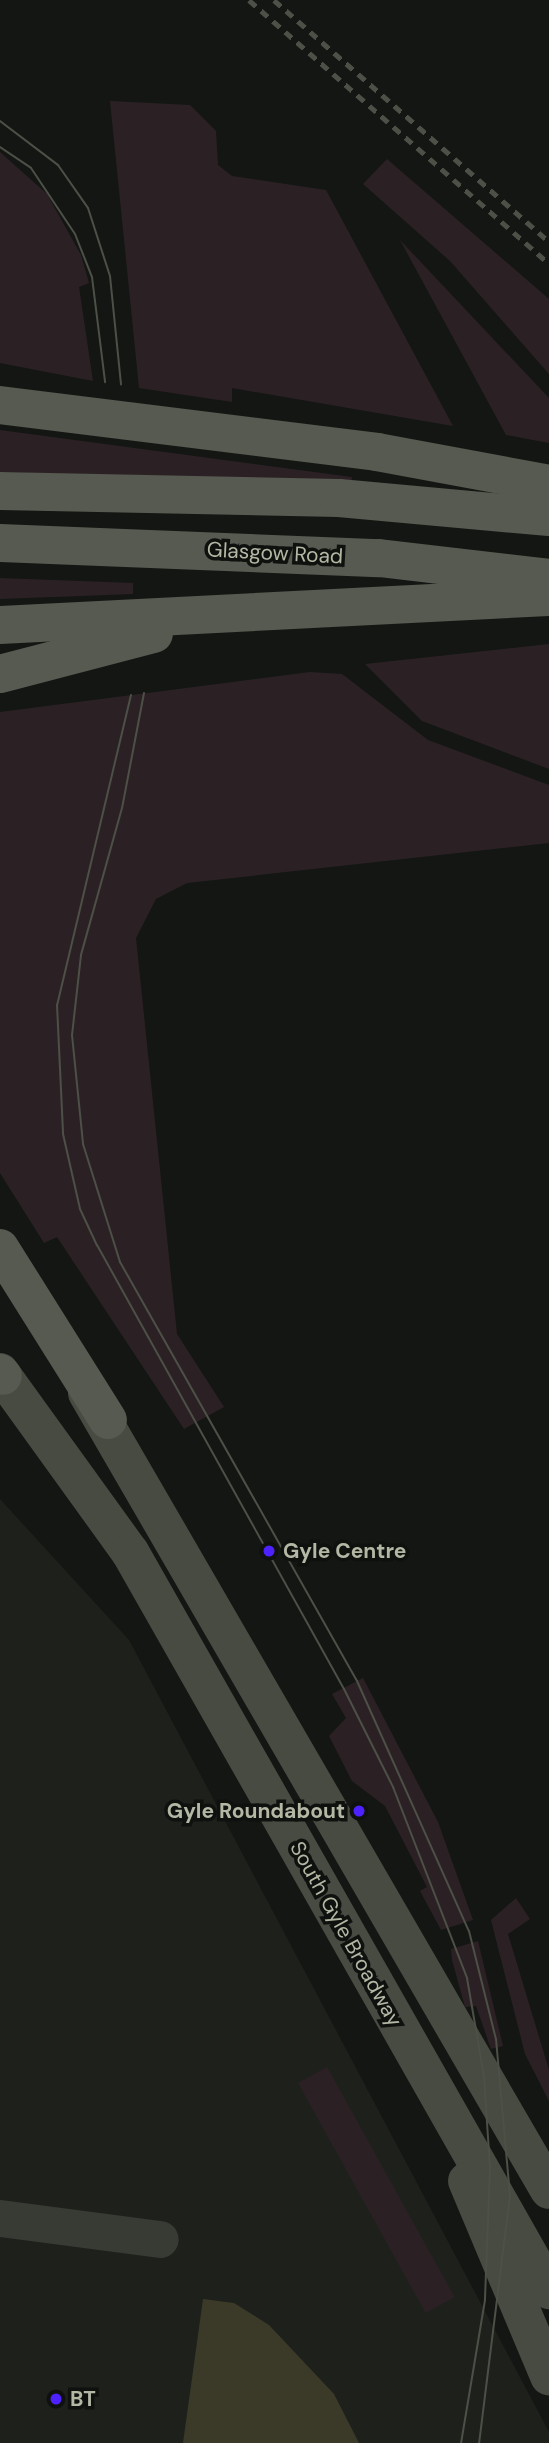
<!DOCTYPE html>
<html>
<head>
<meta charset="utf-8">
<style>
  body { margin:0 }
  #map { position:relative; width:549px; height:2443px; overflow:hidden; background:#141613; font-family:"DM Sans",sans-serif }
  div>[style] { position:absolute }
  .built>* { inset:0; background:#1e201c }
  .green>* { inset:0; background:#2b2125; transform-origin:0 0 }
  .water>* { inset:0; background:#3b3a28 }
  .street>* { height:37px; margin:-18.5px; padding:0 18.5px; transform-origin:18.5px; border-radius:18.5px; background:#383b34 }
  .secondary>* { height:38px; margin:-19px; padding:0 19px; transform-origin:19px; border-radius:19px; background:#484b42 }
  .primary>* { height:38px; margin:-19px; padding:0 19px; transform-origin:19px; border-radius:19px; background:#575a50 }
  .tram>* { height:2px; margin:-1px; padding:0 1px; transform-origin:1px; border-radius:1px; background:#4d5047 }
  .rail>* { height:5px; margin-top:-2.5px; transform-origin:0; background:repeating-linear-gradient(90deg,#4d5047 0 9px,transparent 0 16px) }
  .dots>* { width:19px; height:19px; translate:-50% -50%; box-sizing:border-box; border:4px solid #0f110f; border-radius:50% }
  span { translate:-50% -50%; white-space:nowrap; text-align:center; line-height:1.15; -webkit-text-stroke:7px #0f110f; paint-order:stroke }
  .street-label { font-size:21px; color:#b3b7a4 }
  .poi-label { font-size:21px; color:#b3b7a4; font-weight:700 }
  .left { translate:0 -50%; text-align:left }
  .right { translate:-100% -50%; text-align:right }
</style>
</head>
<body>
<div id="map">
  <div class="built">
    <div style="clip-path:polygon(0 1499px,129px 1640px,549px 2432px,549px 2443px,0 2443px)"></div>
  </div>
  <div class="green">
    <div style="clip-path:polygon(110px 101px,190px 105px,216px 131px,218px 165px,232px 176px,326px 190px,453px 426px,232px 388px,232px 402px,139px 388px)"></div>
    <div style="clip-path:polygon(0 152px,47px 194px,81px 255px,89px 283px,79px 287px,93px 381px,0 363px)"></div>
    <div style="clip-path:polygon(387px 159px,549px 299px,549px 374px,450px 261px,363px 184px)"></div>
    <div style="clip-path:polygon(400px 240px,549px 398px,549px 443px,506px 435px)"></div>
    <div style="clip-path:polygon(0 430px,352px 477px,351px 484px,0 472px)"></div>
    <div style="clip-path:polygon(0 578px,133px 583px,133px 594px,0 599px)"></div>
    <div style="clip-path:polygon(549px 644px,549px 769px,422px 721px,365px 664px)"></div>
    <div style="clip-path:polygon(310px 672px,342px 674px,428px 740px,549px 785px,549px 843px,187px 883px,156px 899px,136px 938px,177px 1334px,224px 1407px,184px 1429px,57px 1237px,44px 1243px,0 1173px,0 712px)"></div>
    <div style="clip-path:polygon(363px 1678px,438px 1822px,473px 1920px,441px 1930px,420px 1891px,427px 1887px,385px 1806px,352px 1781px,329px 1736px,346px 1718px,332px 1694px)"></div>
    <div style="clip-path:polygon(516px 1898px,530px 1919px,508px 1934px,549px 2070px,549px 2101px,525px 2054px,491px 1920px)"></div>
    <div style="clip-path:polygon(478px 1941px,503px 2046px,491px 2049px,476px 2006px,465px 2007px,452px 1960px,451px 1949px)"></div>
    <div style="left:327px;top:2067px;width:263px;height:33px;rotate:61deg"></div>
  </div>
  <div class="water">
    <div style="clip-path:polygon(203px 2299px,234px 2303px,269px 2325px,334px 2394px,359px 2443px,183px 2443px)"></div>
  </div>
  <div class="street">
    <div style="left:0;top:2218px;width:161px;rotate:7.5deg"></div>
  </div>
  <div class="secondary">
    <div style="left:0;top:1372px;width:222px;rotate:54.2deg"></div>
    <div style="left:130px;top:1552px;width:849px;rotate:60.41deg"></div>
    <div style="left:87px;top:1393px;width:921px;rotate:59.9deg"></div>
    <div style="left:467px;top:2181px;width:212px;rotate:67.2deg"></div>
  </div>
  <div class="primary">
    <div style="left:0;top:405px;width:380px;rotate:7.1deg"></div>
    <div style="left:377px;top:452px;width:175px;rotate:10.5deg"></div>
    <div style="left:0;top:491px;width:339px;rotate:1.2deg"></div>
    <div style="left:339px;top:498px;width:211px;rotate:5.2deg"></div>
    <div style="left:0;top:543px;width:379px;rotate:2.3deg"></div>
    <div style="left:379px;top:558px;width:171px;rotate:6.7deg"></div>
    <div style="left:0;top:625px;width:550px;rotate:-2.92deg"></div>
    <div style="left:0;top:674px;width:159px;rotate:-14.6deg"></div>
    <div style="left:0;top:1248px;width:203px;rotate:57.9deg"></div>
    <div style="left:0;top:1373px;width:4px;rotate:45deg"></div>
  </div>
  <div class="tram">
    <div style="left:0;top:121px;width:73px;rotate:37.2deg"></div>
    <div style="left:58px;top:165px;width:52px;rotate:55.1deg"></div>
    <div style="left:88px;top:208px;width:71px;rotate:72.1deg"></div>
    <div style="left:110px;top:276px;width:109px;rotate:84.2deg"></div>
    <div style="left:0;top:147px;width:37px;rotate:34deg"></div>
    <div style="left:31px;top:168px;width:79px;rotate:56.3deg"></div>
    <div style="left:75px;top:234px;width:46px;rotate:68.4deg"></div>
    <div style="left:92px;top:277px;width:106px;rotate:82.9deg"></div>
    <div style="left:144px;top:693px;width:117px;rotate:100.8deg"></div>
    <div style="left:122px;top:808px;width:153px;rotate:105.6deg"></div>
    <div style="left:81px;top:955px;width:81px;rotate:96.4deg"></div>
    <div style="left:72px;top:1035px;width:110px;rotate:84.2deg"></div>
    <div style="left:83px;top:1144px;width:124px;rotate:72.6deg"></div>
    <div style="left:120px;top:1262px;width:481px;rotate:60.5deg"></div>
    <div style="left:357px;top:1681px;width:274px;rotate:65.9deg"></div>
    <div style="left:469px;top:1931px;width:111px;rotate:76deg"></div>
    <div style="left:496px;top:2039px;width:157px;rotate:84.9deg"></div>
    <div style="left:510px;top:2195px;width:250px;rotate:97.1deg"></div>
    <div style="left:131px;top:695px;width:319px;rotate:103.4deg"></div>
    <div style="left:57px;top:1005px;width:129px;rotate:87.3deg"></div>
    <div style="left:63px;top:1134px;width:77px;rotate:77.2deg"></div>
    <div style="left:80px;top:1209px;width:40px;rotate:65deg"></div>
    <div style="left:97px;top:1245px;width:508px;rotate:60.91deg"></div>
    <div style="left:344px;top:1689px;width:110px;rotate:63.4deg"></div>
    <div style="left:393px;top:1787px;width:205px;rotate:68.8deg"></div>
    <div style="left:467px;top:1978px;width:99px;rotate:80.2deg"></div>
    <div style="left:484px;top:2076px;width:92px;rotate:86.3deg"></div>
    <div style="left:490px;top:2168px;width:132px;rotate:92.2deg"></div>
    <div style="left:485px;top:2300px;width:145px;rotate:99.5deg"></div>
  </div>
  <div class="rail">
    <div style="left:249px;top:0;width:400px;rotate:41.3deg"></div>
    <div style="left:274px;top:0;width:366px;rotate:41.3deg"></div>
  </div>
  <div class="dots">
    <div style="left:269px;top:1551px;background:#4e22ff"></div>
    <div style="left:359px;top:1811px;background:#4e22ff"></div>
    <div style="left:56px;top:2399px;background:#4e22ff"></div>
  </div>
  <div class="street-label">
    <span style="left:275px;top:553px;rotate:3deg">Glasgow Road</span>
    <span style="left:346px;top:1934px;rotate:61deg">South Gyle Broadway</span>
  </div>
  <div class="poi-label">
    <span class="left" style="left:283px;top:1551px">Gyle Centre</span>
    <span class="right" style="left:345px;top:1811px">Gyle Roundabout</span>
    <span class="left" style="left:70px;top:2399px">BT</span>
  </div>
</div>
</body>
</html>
◇ ◇ ◇ ◇ ◇
TRY IT. Give again, word for word, every line from the top of the entries above to the line holding "position:relative; width:549px; height:2443px;", both included. Leave the pictures out.

RESPONSE.
<!DOCTYPE html>
<html>
<head>
<meta charset="utf-8">
<style>
  body { margin:0 }
  #map { position:relative; width:549px; height:2443px; overflow:hidden; background:#141613; font-family:"DM Sans",sans-serif }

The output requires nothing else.